Return all of the data that follows precisely, leaving every image out.

── Provided material

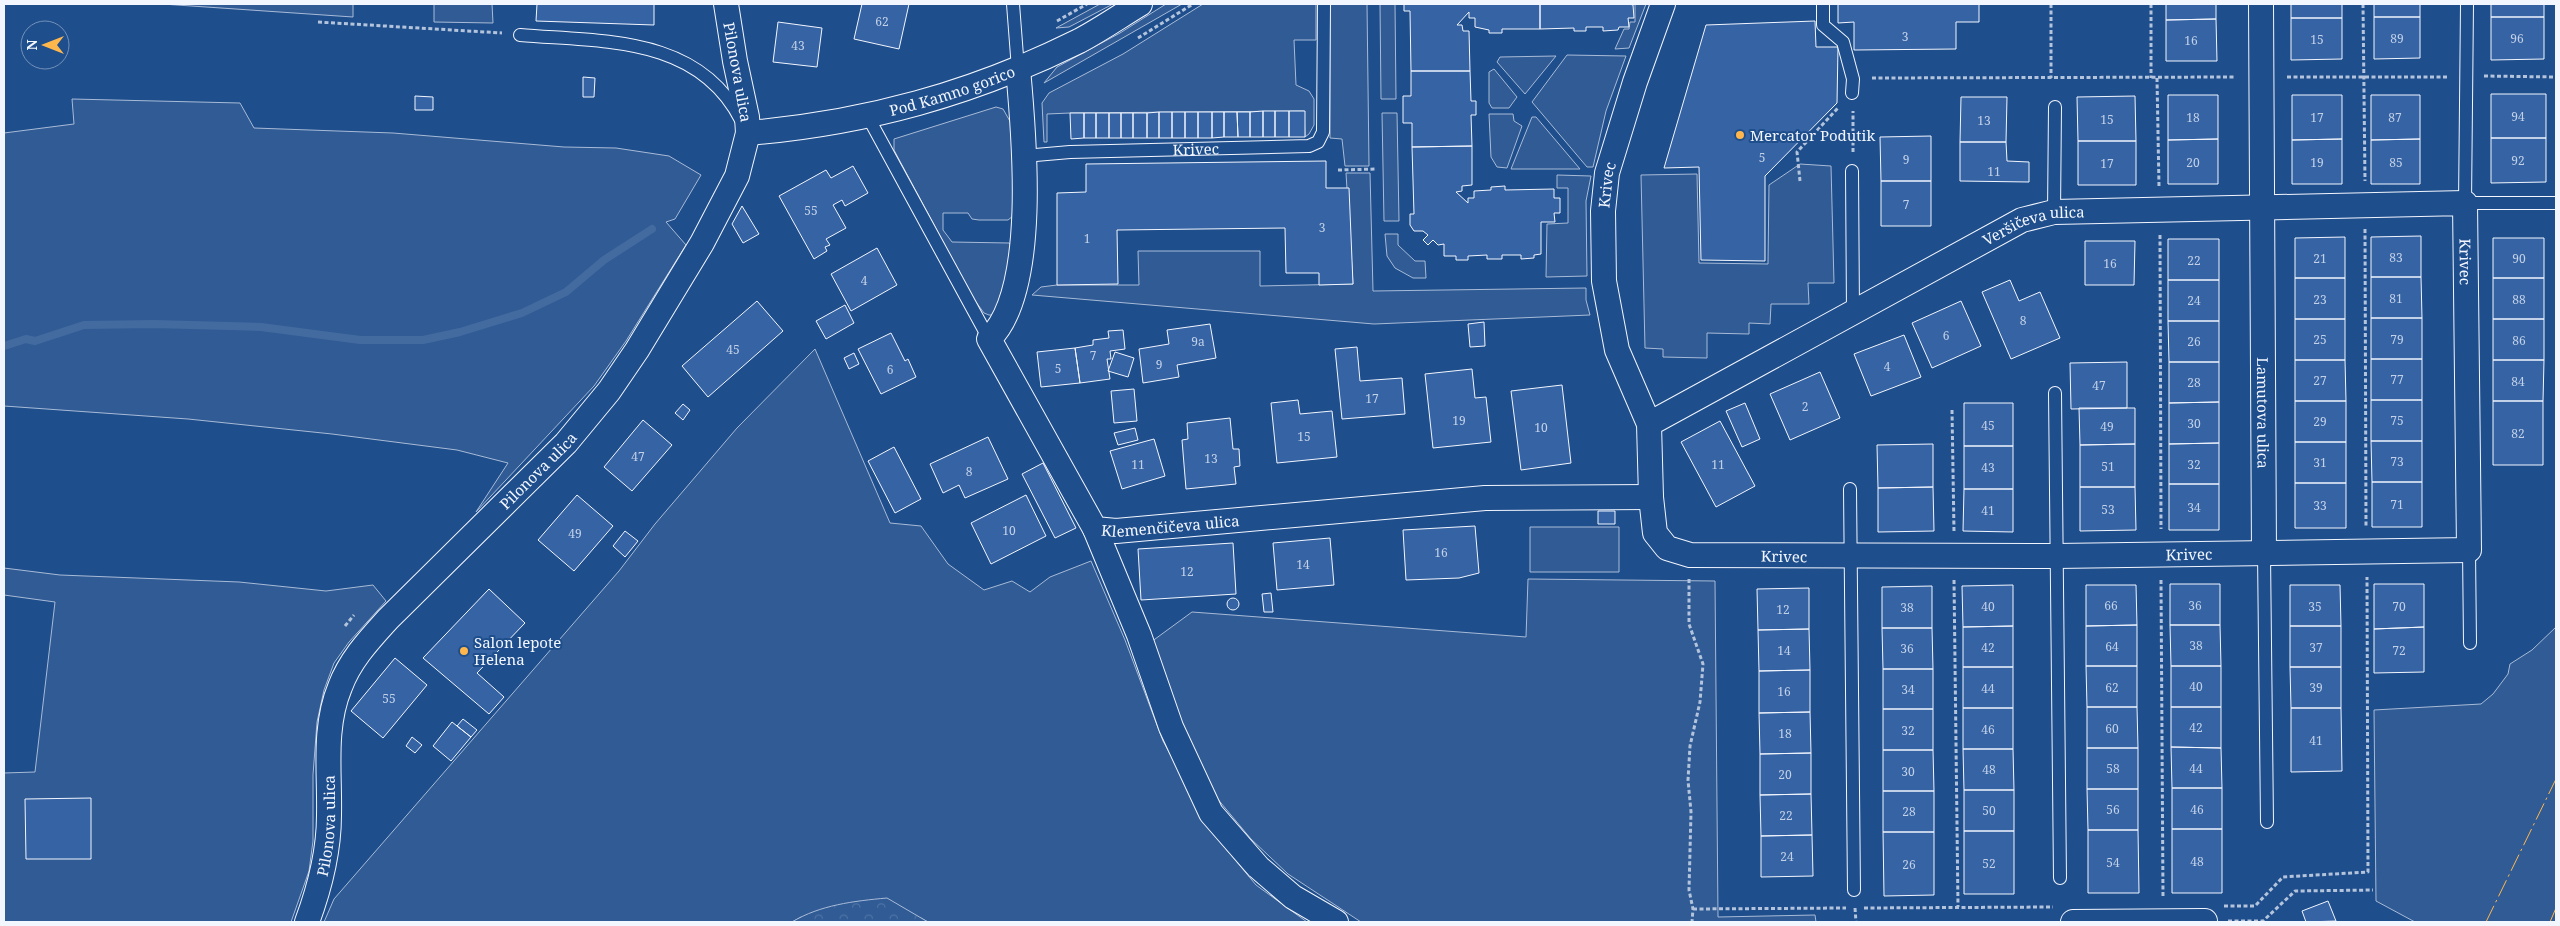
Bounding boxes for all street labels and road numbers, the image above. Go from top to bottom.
street label: Pilonova ulica [719,20,757,124]
street label: Pod Kamno gorico [887,61,1018,120]
street label: Krivec [1172,138,1219,159]
street label: Krivec [1593,159,1620,209]
street label: Veršičeva ulica [1979,201,2085,250]
street label: Krivec [2455,238,2476,285]
street label: Lamutova ulica [2253,357,2274,469]
street label: Pilonova ulica [495,428,581,513]
street label: Klemenčičeva ulica [1100,510,1240,541]
street label: Krivec [2166,544,2212,564]
street label: Krivec [1761,546,1807,566]
street label: Pilonova ulica [312,775,339,878]

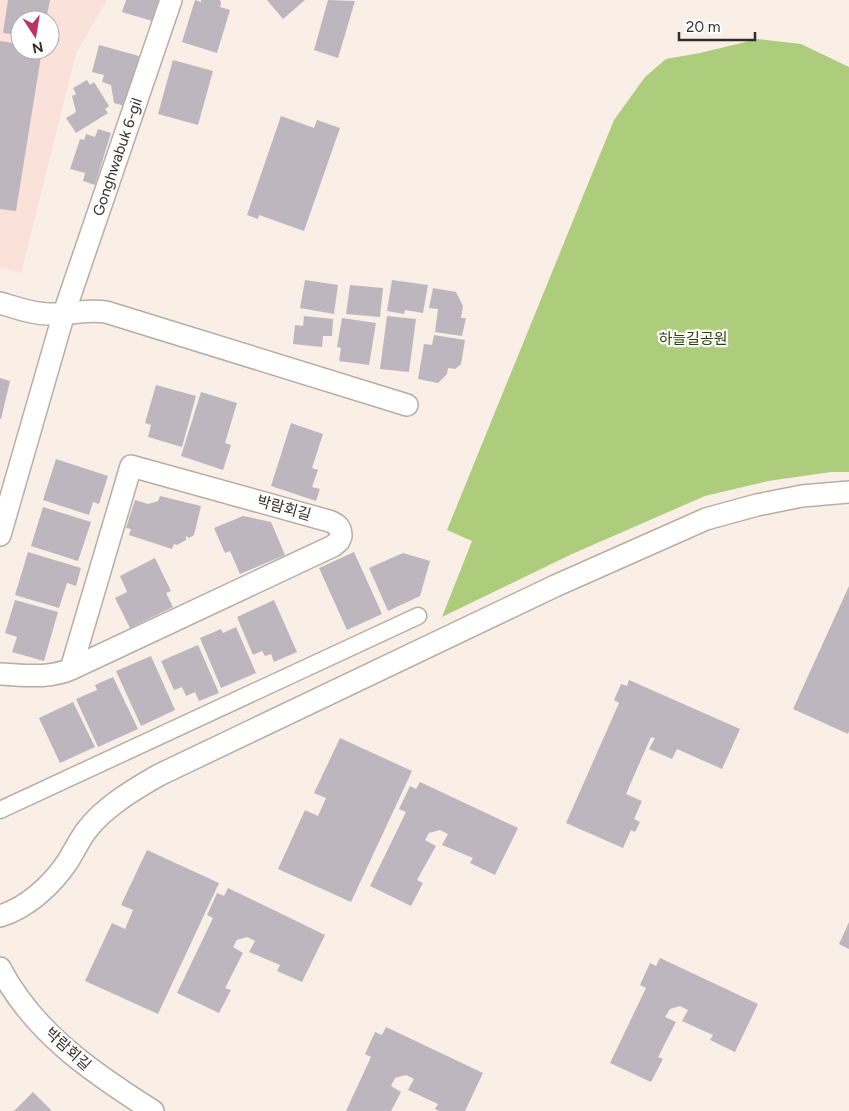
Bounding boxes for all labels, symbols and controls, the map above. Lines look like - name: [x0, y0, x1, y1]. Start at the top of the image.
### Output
- north arrow: [10, 10, 60, 60]
- scale bar: [679, 10, 755, 42]
- text: 20 m: [686, 18, 720, 36]
- text: N: [31, 38, 45, 57]
- street label: Gonghwabuk 6-gil: [89, 96, 146, 218]
- park label: 하늘길공원: [658, 330, 728, 348]
- street label: 박람회길: [255, 492, 313, 524]
- street label: 박람회길: [41, 1024, 95, 1074]

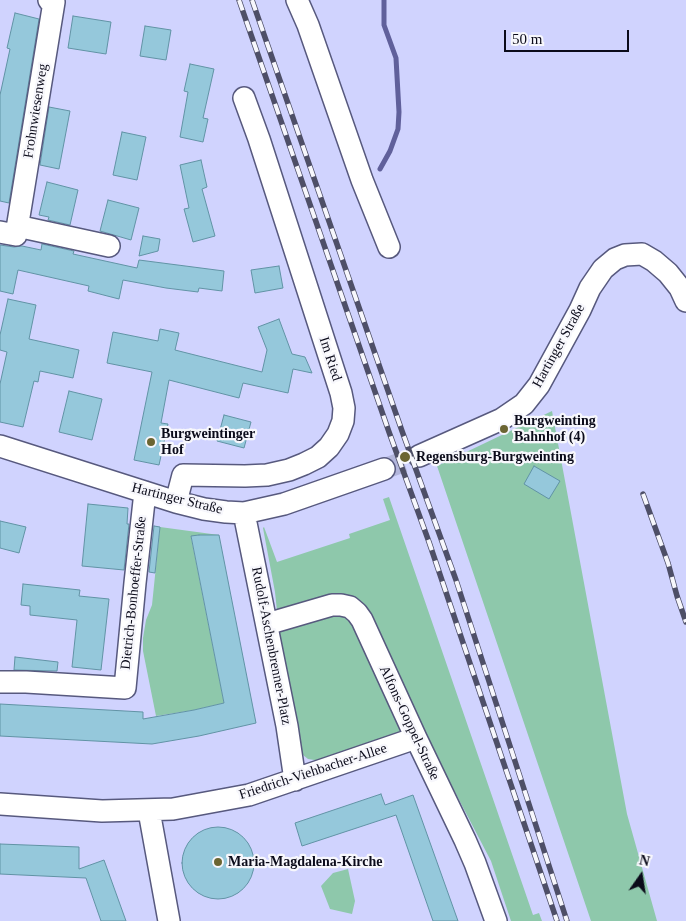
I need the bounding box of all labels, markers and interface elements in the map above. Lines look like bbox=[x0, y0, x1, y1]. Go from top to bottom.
scale bar bbox=[506, 20, 631, 52]
text: 50 m bbox=[512, 31, 542, 47]
street label: Frohnwiesenweg bbox=[20, 62, 52, 160]
street label: Hartinger Straße bbox=[529, 301, 589, 391]
street label: Im Ried bbox=[315, 335, 345, 383]
place label: Burgweinting Bahnhof (4) bbox=[514, 413, 596, 446]
marker: Burgweinting Bahnhof (4) bbox=[498, 423, 510, 435]
place label: Burgweintinger Hof bbox=[161, 426, 255, 458]
marker: Burgweintinger Hof bbox=[145, 436, 157, 448]
place label: Regensburg-Burgweinting bbox=[416, 449, 574, 465]
marker: Regensburg-Burgweinting bbox=[398, 450, 412, 464]
street label: Hartinger Straße bbox=[130, 480, 224, 518]
street label: Dietrich-Bonhoeffer-Straße bbox=[118, 515, 150, 671]
street label: Rudolf-Aschenbrenner-Platz bbox=[247, 566, 295, 726]
street label: Alfons-Goppel-Straße bbox=[375, 663, 443, 783]
street label: Friedrich-Viehbacher-Allee bbox=[237, 740, 389, 804]
north arrow bbox=[616, 851, 666, 901]
text: N bbox=[638, 852, 651, 869]
place label: Maria-Magdalena-Kirche bbox=[228, 854, 382, 870]
marker: Maria-Magdalena-Kirche bbox=[212, 856, 224, 868]

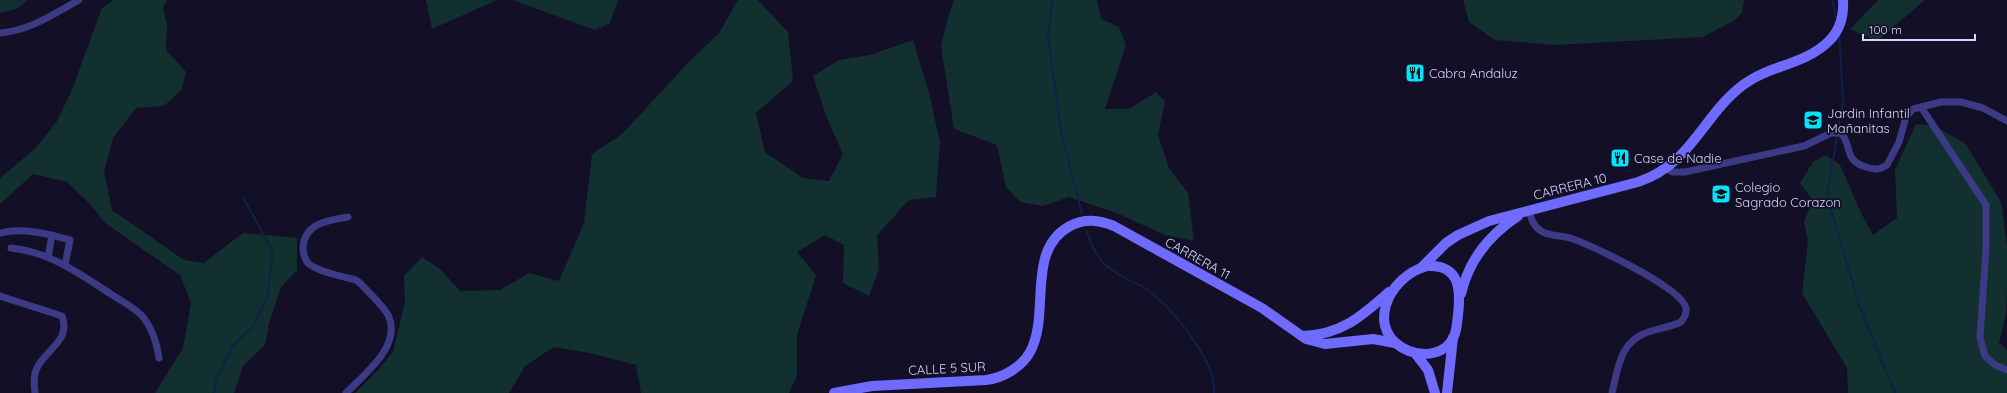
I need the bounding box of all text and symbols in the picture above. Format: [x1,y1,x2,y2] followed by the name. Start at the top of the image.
[1863,16,1975,42] scale bar
[1869,22,1902,37] text: 100 m
[1404,62,1426,84] restaurant icon: Cabra Andaluz
[1429,65,1518,81] place label: Cabra Andaluz
[1827,105,1910,136] place label: Jardin Infantil Mañanitas
[1802,109,1824,131] school or university icon: Jardin Infantil Mañanitas
[1609,147,1631,169] restaurant icon: Case de Nadie
[1634,150,1721,166] place label: Case de Nadie
[1532,169,1609,203] street label: CARRERA 10
[1735,179,1841,210] place label: Colegio Sagrado Corazon
[1710,183,1732,205] school or university icon: Colegio Sagrado Corazon
[1163,234,1233,282] street label: CARRERA 11
[908,358,986,378] street label: CALLE 5 SUR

────

• [Problem solution]:
Bounding boxes for all street labels and road numbers, the image above. Go from top to bottom.
street label: Pilonova ulica [719,20,757,124]
street label: Pod Kamno gorico [887,61,1018,120]
street label: Krivec [1172,138,1219,159]
street label: Krivec [1593,159,1620,209]
street label: Veršičeva ulica [1979,201,2085,250]
street label: Krivec [2455,238,2476,285]
street label: Lamutova ulica [2253,357,2274,469]
street label: Pilonova ulica [495,428,581,513]
street label: Klemenčičeva ulica [1100,510,1240,541]
street label: Krivec [2166,544,2212,564]
street label: Krivec [1761,546,1807,566]
street label: Pilonova ulica [312,775,339,878]

Bounding boxes for all labels, symbols and controls, the map above. Lines look like - name: [x0, y0, x1, y1]. Start at the top of the image.
### Output
- north arrow: [10, 10, 60, 60]
- scale bar: [679, 10, 755, 42]
- text: 20 m: [686, 18, 720, 36]
- text: N: [31, 38, 45, 57]
- street label: Gonghwabuk 6-gil: [89, 96, 146, 218]
- park label: 하늘길공원: [658, 330, 728, 348]
- street label: 박람회길: [255, 492, 313, 524]
- street label: 박람회길: [41, 1024, 95, 1074]

I need the bounding box of all labels, markers and interface elements in the map above. Lines look like bbox=[x0, y0, x1, y1]. Go from top to bottom.
scale bar bbox=[506, 20, 631, 52]
text: 50 m bbox=[512, 31, 542, 47]
street label: Frohnwiesenweg bbox=[20, 62, 52, 160]
street label: Hartinger Straße bbox=[529, 301, 589, 391]
street label: Im Ried bbox=[315, 335, 345, 383]
place label: Burgweinting Bahnhof (4) bbox=[514, 413, 596, 446]
marker: Burgweinting Bahnhof (4) bbox=[498, 423, 510, 435]
place label: Burgweintinger Hof bbox=[161, 426, 255, 458]
marker: Burgweintinger Hof bbox=[145, 436, 157, 448]
place label: Regensburg-Burgweinting bbox=[416, 449, 574, 465]
marker: Regensburg-Burgweinting bbox=[398, 450, 412, 464]
street label: Hartinger Straße bbox=[130, 480, 224, 518]
street label: Dietrich-Bonhoeffer-Straße bbox=[118, 515, 150, 671]
street label: Rudolf-Aschenbrenner-Platz bbox=[247, 566, 295, 726]
street label: Alfons-Goppel-Straße bbox=[375, 663, 443, 783]
street label: Friedrich-Viehbacher-Allee bbox=[237, 740, 389, 804]
north arrow bbox=[616, 851, 666, 901]
text: N bbox=[638, 852, 651, 869]
place label: Maria-Magdalena-Kirche bbox=[228, 854, 382, 870]
marker: Maria-Magdalena-Kirche bbox=[212, 856, 224, 868]

I need the bounding box of all text and symbols in the picture above. Format: [x1,y1,x2,y2] followed by the name. Start at the top of the image.
[1863,16,1975,42] scale bar
[1869,22,1902,37] text: 100 m
[1404,62,1426,84] restaurant icon: Cabra Andaluz
[1429,65,1518,81] place label: Cabra Andaluz
[1827,105,1910,136] place label: Jardin Infantil Mañanitas
[1802,109,1824,131] school or university icon: Jardin Infantil Mañanitas
[1609,147,1631,169] restaurant icon: Case de Nadie
[1634,150,1721,166] place label: Case de Nadie
[1532,169,1609,203] street label: CARRERA 10
[1735,179,1841,210] place label: Colegio Sagrado Corazon
[1710,183,1732,205] school or university icon: Colegio Sagrado Corazon
[1163,234,1233,282] street label: CARRERA 11
[908,358,986,378] street label: CALLE 5 SUR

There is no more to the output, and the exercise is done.